Dive Brief:
- Tenet Healthcare sales continue as the Dallas-based health system sheds the last of its Chicago-area hospitals.
- The for-profit system has inked a definitive agreement with Pipeline Health and TWG Partners, a Chicago-based healthcare investment firm, for the sale of Louis A. Weiss Memorial Hospital, Westlake Hospital and West Suburban Medical Center, along with affiliated facilities.
- The deal is expected to close in the fourth quarter of this year, subject to regulatory approvals. Pipeline will manage the hospitals following completion.
Dive Insight:
Tenet appears to be sloughing off its debt. As of March 31, the chain’s long-term debt totaled $14.2 billion, down from $14.8 billion at the end of last year.
With the Chicago sales, the company will have trimmed the number of hospitals it owns to 66, a net loss of 10 hospitals since the end of first quarter 2017.
For the first quarter of 2018, the chain reported hospital patient revenue of $3.6 billion, up 6.7% from the same period the prior year. The previous sales did shed some debt, but also contributed to a 4.1% decline — to $3.9 billion — in net operating revenue in its hospital business.

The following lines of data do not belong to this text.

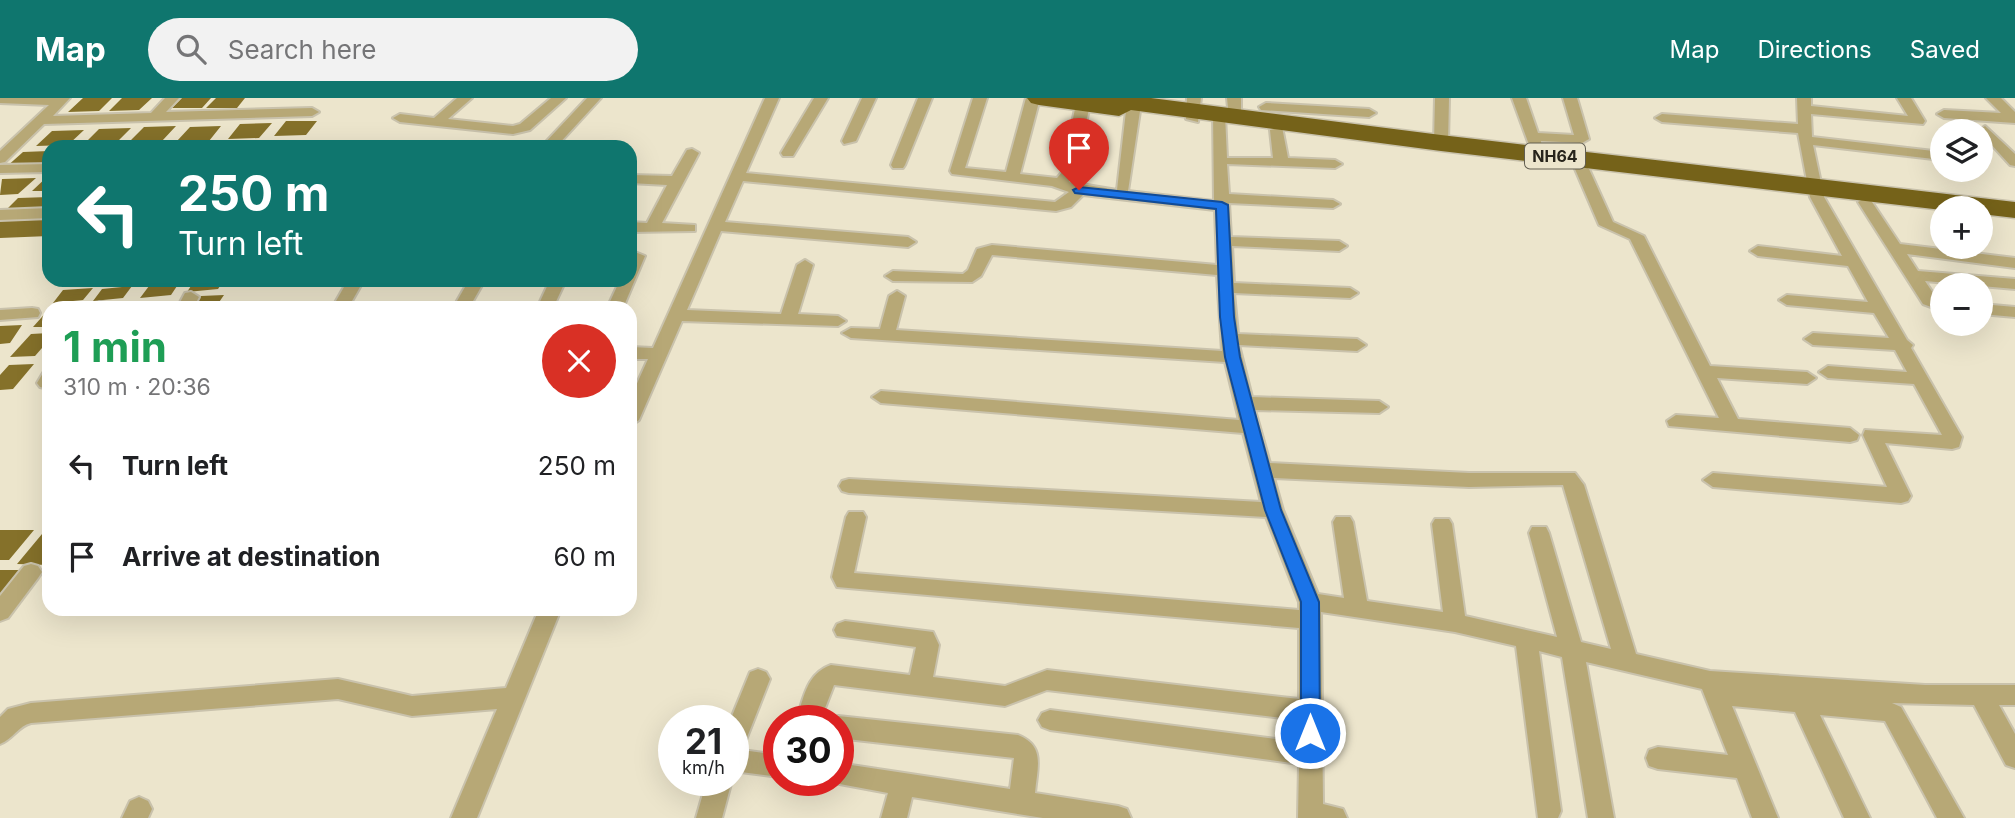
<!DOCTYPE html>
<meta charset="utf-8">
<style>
:root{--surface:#fff;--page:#f2f2f2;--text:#202124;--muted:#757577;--accent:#0f766e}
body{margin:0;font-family:Inter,sans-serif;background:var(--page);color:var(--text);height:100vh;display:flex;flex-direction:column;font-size:26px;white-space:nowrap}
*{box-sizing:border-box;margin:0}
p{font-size:23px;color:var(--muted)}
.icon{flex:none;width:38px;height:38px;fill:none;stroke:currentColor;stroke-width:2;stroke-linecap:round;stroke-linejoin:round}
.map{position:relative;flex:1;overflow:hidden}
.side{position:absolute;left:42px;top:203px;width:595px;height:315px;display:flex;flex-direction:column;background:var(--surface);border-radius:21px;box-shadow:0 7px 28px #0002}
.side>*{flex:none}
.guide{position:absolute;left:42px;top:42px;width:595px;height:147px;border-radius:21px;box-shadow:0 7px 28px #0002;background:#0f766e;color:#fff;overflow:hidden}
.buttons{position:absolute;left:1930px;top:21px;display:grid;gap:14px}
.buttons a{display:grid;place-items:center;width:63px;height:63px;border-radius:50%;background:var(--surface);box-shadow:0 7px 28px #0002;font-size:35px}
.speed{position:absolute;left:658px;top:607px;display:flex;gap:14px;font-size:35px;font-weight:700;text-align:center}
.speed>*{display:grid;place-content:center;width:91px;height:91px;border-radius:50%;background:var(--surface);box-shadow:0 7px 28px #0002;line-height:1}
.speed small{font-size:18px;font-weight:400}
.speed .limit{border:10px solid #d22;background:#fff;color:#111}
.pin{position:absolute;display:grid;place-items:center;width:60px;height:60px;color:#fff;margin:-72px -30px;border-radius:50% 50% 50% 0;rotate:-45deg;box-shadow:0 0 7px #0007}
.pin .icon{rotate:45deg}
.me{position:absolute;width:77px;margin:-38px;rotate:0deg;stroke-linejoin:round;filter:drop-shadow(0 0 5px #0008)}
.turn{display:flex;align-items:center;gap:24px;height:147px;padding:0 21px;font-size:32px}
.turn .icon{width:91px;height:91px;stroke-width:2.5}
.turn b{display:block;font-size:49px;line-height:60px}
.round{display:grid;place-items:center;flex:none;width:74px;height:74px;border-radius:37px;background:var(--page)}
.headline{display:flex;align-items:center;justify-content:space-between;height:119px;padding:0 21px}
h1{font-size:42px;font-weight:700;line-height:52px;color:#1e9e55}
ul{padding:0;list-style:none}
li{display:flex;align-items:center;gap:21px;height:91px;padding:0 21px}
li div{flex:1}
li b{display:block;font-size:26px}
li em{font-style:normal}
header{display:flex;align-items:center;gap:42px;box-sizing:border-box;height:98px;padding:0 35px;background:var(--accent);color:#fff}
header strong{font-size:33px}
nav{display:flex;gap:38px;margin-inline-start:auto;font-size:24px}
.search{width:490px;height:63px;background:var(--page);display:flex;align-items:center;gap:18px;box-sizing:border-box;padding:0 24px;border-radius:38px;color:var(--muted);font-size:26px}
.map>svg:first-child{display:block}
</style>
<header>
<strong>Map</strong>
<div class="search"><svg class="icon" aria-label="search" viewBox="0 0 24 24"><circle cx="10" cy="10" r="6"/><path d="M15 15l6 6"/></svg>Search here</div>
<nav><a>Map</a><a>Directions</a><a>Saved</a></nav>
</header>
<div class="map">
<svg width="2015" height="720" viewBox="0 0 2015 720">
<rect width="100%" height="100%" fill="#ece5cc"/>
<path fill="#85712a" d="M83 0H112L99 13 68 14Z
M122 0H152L139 12 109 13Z
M182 0H211L202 10H172Z
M216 0H245L237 10H206Z
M286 23H317L306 37 274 38Z
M272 25 259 40 228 41 240 26Z
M176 28 162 43H130L144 29Z
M221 28 209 43H177L190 29Z
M131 30 116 45 84 46 99 31Z
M84 32 68 47 36 48 52 33Z
M49 53V59L38 69 5 70 23 54Z
M49 77V93H32Z
M36 80 18 96 0 97 2 81Z
M49 99 45 111 5 113 18 100Z
M49 121V138L0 140V123Z
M195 182H224L218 191 187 194Z
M179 185 171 197 140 200 149 188Z
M132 188 123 200 93 203 102 191Z
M93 190 83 202 53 205 63 192Z
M224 197 215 210H192L201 198Z
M49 211V229H33Z
M22 227 10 245 0 246V228Z
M49 235V242L35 258 10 259 31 236Z
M34 266 13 291 0 292V277L9 267Z
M0 432H34L9 462H0Z
M42 436H49V467L17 466Z
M0 472H27L0 505Z"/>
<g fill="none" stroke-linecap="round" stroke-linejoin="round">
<defs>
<path id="street" d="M0 0H70L53 18 151 15 165 0H179L166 14 312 10 319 14 312 18 44 26 5 64 0 65V53L49 7 0 5Z
M457 0H472L448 21 513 28 520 26 551 0H566L530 32 513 36 400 24 393 20 400 16 434 20Z
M587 0H601L556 49H541Z
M765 0H779L746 75 1055 104 1069 94 1052 88 952 76 950 73 973 0H987L965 70 1006 74 1026 0H1040L1020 76 1057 80 1062 74 1076 6 1083 2 1090 6 1076 74 1069 84 1117 92 1126 13 1133 9 1140 13 1128 93 1214 103 1213 14 1225 17 1227 60H1273L1270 32 1282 29 1288 60 1335 62 1342 66 1335 70 1227 66 1229 96 1333 102 1340 106 1333 110 1229 105 1231 139 1339 143 1347 148 1339 153 1232 148 1234 185 1350 190 1358 195 1350 200 1234 195 1238 236 1357 241 1366 247 1357 253 1239 247 1252 299 1379 303 1388 309 1379 315 1255 312 1270 365 1469 375H1575L1584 387 1636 556 1710 573 1925 587H2015V607H1999L2015 636V670L2006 667 1974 607 1892 605 1901 609 1964 720H1937L1885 623 1820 617 1870 720H1844L1795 614 1732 608 1778 720H1752L1737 680 1658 671 1649 668 1646 660 1649 652 1658 649 1728 657 1702 591 1586 564 1614 720H1588L1562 559 1539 553 1561 713 1558 720H1538L1516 548 1455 534 1321 514 1323 706 1343 711 1347 720H1298L1299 666 1050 632 1042 629 1038 622 1042 615 1050 612 1299 644V622L1047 592 1005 608 834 587 820 623H796C804 600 806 576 831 567L910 577 916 549 837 538 834 532 837 526 845 523 933 534 939 547 933 579 1005 588 1047 572 1299 601V530L837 489 832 479 846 419 849 414H863L866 419 854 475 1299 512V504L1266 419 849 395 842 393 839 388 842 383 849 381 1261 404 1243 335 881 305 872 299 881 293 1239 322 1225 264 851 240 842 235 851 230 880 231 889 198 897 193 905 198 896 232 1222 253 1217 177 992 157 981 178 972 184 893 183 885 178 893 173 963 176 968 172 977 151 992 147 1217 167 1215 112 1083 97 1071 109 1056 113 743 83 725 124 908 139 916 144 908 149 721 133 687 212 781 216 797 167 805 162 813 167 798 216 838 218 846 223 838 228 682 223 639 322 630 328V301L648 261H630V249L653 250ZM1274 380 1469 389 1563 387 1611 551 1581 544 1549 435 1546 429H1532L1529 435 1557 539 1465 518 1452 426 1449 421H1435L1432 426 1443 514 1367 503 1353 424 1350 419H1336L1333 424 1344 500 1318 496 1283 412Z
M814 0H828L793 58H783L781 55Z
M862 0H876L856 43 844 46 842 43Z
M918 0H932L905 67 903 70H893L891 67Z
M1187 0H1201L1198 24 1186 21Z
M1227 0H1241V22L1229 19Z
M1435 0H1449L1448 45 1441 49 1434 45Z
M1512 0H1526L1538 35 1574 37 1563 0H1577L1589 41 1582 45 1541 43 1542 55H1532Z
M1797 0H1811V8L1908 18 1897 0H1911L1925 23 1923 26 1811 16 1812 39 1942 54V62L1813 47 1824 99 1907 242 1913 247 1911 250 1962 339 1959 349 1952 351 1885 345 1911 398 1908 403 1901 405 1713 389 1703 382 1713 375 1887 389 1863 337 1865 332 1942 337 1914 286 1828 280 1819 274 1828 268 1907 274 1895 252 1813 247 1804 241 1813 235 1889 240 1874 215 1787 207 1779 202 1787 197 1868 204 1848 168 1758 158 1750 153 1758 148 1842 158 1810 99 1798 35 1662 24 1655 20 1662 16 1798 26Z
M1986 0H2001L2015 14V25L1944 20 1937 16 1944 12 2001 15Z
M1266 5 1369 11 1376 15 1369 19 1261 12 1259 9Z
M1985 28 2015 56V68L2010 67 1979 33Z
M392 45H430L437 49H385Z
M692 51 699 55 662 125 695 127V133L630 134V124L647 125 667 87 630 85V77L672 78 687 52Z
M49 66V74L0 75V67Z
M1582 67 1589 71 1613 124 1644 138 1710 268 1807 274 1816 280 1807 286 1717 280 1738 321 1850 330 1859 337 1857 342 1850 344 1669 328 1667 323 1676 317 1719 320 1630 141 1599 127 1575 71Z
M1865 100 1870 101 1900 146 2015 160V170L1907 156 1918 173 2015 181V191L1925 183 1935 198 1942 202V213L1923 206 1858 104Z
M49 110V120L0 122V112Z
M630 152 645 158 623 210H607L620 182H630Z
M348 182H364L348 210H332Z
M469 182H485L469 210H453Z
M550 182H566L553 210H537Z
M191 194 199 199 193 210H177L185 195Z
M100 204 106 205 108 210H91Z
M1981 206 2015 209V219L1981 216Z
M32 210 38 211 40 215 38 219 0 222V212Z
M49 273V291L40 289 37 285 43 275Z
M31 466 38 468 42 474 38 480 8 520 0 523V498L24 468Z
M539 511H561L477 720H451L497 611 412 618 338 601 31 625C18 628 13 641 0 646V619L8 611 31 605 338 581 412 598 506 590Z
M758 571 766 574 770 581 742 652 779 657V679L733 673V623H730L750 574Z
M838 618 1018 637C1046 648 1037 670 1035 695L1118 708 1127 711 1131 720H1043L912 699 907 720H881L888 695 829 684 838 682V665L1010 691 1014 660 838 640V623H829Z
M707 682H732L722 720H696Z
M139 699 148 703 152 711 148 720H122L130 703Z"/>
<path id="highway" d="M1027 0H1151L1441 37 2015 104V120L1981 116V110L1942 112 1441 53 1131 12 1119 18 1039 7 1031 5Z"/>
</defs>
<use href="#street" stroke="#c9c2ac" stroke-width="4"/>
<use href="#highway" stroke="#c9c2ac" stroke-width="3"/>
<use href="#street" fill="#b7a876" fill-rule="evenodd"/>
<use href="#highway" fill="#756219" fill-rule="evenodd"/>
</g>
<path fill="#1a73e8" stroke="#114b97" stroke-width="2" d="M1079 89 1222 104 1228 107 1234 219 1240 259 1281 412 1319 504 1320 635 1317 641 1310 644 1303 641 1301 635V504L1265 412 1225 259 1220 219 1216 111 1075 95 1073 92Z"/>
<g text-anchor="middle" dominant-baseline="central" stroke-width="7" stroke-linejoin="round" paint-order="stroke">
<rect fill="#ece5cc" stroke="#625e50" stroke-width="2" x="1525" y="45.5" width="60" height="25" rx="5"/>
<g font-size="16" font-weight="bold" fill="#27241b">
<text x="1555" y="58">NH64</text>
</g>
</g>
</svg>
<div class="buttons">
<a><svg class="icon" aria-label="layers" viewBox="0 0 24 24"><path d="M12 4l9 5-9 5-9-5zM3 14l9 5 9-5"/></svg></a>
<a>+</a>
<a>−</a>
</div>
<div class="speed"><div>21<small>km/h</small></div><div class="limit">30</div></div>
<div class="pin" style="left:1079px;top:92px;background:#d93025"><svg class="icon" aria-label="arrive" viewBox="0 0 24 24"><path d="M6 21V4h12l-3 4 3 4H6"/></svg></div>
<svg class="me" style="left:1310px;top:635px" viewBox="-20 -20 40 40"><circle r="17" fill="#1a73e8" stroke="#fff" stroke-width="3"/><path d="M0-11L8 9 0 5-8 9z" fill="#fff"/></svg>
<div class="guide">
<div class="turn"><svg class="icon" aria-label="left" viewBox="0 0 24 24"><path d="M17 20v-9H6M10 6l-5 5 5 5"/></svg><div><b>250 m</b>Turn left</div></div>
</div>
<section class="side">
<div class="headline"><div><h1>1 min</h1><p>310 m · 20:36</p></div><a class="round" style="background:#d93025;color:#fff"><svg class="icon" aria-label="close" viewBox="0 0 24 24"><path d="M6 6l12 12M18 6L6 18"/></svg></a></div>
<ul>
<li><svg class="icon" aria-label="left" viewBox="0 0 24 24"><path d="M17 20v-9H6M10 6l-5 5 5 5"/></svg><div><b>Turn left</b></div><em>250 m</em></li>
<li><svg class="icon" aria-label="arrive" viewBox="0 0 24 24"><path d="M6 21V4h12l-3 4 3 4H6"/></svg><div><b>Arrive at destination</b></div><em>60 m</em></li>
</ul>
</section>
</div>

Tenet first signaled its intention to exit the Chicago market in mid-October with a definitive agreement to sell MacNeal Hospital and related operations to Loyola Medicine. At the time, the health system revealed it was talking with potential buyers for its other three Chicago-area hospitals.
The sales are part of a larger restructuring effort that has included cuts to Tenet’s regional management layer, as the hospital operator seeks to improve its finances in the wake of declining inpatient volumes. In addition, long-time CEO Trevor Fetter announced he would step down, then left much sooner than expected. Executive Chairman Ronald Rittenmeyer is serving as CEO while the company looks for a permanent successor.
Tenet’s sale reflects the wider selling trend going on elsewhere in healthcare as organizations adapt to lower admissions and tighter reimbursement.
Last month, Virtua Health signed an agreement to purchase Lourdes Health System, a Trinity Health operation with two hospitals and two physician practices in New Jersey.
Also in June, Sanford Health and Good Samaritan Society agreed to merge in a move combining two of Sioux Falls, South Dakota’s largest employers. The deal, which is expected to close by Jan. 1, would fold Good Samaritan’s senior care services into Sanford’s network of 44 hospitals across nine states.